When the "disable_gen_linklocal_addr" value of a device is 1,
it means that this device does not need the Linux kernel to
automatically generate the ipv6 link-local address no matter
which IN6_ADDR_GEN_MODE is used.
The reasons why the kernel does not need to automatically
generate the ipv6 link-local address are as follows:
(1) In the 3GPP TS 29.061, here is a description as follows:
"in order to avoid any conflict between the link-local address
of the MS and that of the GGSN, the Interface-Identifier used
by the MS to build its link-local address shall be assigned by
the GGSN. The GGSN ensures the uniqueness of this Interface-
Identifier. The MT shall then enforce the use of this
Interface-Identifier by the TE"
In other words, in the cellular network, GGSN determines whether
to reply a solicited RA message by identifying the low 64 bits
of the source address of the received RS message. Therefore,
cellular network device's ipv6 link-local address should be set
as the format of fe80::(GGSN assigned IID).
For example: When using a new kernel and ARPHRD_RAWIP, kernel
will generate an EUI64 format ipv6 link-local address, and the
Linux kernel will uses this link-local address to send RS message.

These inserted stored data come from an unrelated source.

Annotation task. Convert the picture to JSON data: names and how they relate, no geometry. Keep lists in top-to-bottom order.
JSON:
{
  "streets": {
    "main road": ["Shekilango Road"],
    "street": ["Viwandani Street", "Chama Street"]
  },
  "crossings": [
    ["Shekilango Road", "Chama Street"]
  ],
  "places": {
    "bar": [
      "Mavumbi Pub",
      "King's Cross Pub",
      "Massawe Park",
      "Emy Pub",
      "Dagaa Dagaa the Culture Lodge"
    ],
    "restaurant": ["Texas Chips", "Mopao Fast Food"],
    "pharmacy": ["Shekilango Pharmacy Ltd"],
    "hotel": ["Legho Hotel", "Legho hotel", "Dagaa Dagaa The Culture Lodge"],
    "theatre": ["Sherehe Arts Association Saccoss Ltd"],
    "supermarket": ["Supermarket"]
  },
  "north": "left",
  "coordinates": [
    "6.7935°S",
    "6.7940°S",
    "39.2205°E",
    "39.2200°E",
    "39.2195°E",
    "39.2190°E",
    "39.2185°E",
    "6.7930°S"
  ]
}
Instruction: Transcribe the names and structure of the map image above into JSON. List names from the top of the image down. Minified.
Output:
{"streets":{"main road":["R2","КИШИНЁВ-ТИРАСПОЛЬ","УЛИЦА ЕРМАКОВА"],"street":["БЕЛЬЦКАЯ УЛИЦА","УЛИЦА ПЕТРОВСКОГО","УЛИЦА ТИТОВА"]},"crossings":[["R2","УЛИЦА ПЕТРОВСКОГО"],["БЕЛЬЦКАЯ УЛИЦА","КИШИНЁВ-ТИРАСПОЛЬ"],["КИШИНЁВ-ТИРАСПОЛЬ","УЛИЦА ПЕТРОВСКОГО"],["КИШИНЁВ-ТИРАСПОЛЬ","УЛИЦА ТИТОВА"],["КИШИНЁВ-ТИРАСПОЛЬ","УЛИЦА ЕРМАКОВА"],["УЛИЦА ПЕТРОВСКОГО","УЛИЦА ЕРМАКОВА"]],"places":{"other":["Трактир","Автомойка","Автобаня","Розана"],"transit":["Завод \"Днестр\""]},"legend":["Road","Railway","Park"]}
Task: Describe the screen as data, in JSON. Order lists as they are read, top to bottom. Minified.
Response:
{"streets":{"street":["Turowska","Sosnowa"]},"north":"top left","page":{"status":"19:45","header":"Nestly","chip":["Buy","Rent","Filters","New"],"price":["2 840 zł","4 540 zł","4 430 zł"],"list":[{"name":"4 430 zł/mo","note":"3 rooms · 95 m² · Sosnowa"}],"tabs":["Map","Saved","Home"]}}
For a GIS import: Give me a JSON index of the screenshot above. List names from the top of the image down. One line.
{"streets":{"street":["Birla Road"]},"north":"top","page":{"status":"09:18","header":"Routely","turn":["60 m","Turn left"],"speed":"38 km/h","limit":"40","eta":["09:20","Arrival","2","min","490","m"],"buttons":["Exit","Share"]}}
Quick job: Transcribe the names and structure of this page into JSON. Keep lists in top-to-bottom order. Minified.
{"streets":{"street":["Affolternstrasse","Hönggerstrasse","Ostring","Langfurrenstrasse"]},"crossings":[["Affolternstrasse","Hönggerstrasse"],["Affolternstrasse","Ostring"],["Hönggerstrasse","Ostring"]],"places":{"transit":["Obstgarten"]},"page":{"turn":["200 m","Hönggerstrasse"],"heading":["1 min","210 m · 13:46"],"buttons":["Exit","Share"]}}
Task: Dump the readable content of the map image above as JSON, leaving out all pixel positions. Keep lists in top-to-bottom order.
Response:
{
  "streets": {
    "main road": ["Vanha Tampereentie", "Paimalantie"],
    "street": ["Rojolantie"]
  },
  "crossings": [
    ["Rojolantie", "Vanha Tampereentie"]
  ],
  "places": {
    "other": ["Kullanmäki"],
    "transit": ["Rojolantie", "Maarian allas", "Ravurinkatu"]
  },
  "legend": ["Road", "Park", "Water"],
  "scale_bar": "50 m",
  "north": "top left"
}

The result is that the GGSN will not reply to the RS message with
a solicited RA message.
Although the combination of IN6_ADDR_GEN_MODE_NONE + ARPHRD_NONE
can avoid the above problem (1), when the addr_gen_mode is changed
to the IN6_ADDR_GEN_MODE_STABLE_PRIVACY, the above problem still
exist. The detail as follows:
(2) Among global mobile operators, some operators have already
request MT (Mobile Terminal) to support RFC7217, such as AT&T.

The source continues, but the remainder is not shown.